To everyone involved in this fight, in front of and behind the scenes: THANK YOU.
There’s a lesson here.
Intensive campaigns educate the public. They clarify the stakes. They raise the alarm. They don’t, as some imagine, convince people to vote against their own beliefs and values—instead, they enable people to see how their values connect to their ballot.
The plain truth is that Wisconsinites support Governor Evers. They approve of the job he’s doing. And they don’t want to bend our Constitution to enable a GOP power grab to undermine him.

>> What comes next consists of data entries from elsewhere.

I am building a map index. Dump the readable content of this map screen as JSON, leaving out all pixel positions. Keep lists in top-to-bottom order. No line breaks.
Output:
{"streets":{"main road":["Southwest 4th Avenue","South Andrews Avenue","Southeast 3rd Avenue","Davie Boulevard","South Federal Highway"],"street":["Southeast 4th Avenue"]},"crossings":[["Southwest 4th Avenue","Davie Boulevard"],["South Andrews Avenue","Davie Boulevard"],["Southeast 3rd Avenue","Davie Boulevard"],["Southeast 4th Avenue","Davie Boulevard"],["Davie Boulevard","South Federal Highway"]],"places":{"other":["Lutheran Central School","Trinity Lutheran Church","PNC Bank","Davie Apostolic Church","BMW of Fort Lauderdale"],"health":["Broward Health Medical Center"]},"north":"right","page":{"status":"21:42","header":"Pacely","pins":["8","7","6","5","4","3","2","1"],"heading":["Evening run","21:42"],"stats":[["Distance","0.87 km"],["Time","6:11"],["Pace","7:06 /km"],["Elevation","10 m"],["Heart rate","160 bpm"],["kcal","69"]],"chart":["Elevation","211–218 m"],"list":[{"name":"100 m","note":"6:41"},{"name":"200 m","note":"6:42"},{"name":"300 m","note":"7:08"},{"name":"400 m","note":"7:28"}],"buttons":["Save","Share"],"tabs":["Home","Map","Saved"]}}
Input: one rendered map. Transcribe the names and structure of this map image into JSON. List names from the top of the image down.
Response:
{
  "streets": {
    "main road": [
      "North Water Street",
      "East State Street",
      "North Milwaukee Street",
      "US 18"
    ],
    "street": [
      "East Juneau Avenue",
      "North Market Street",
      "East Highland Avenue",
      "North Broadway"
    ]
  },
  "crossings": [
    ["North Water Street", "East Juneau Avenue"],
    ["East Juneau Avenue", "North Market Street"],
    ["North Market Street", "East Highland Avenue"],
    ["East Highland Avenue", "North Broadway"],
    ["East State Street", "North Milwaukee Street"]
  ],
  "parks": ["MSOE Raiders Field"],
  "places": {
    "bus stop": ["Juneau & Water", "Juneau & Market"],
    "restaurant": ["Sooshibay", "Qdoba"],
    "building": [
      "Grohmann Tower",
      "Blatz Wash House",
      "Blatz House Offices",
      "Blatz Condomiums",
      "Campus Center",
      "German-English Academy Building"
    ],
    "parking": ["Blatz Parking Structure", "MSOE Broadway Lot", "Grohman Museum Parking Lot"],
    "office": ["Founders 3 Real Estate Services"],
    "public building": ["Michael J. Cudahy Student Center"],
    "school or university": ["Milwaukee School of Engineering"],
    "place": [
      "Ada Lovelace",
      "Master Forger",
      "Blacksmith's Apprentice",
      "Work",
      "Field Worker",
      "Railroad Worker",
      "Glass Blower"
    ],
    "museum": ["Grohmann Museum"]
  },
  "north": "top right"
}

A profoundly cynical strategy has informed Republican campaigning and policymaking for at least four decades: break the government, and then point to its brokenness to undermine the public’s trust that government can ever help.
When Democrats take office, over and over, they find they have to clean up the messes left by Republicans. The financial crisis under George W. Bush. The botched response to COVID from Trump. The potholed roads and defunded schools from Scott Walker.
But when Democrats show that government, in partnership with workers and business leaders and civil society, can be a force for good, voters see it. And they want it to work.
When Republicans try to warp the constitution, when they try to undermine effective leaders who actually care about the people—and, critically, when a campaign makes sure that voters find out about it—voters fight back.
It’s a little thing called democracy. On Tuesday, we saw democracy in action. This November, democracy is on the ballot. Let’s take action, buoyed by this victory, to ensure that democracy can soar.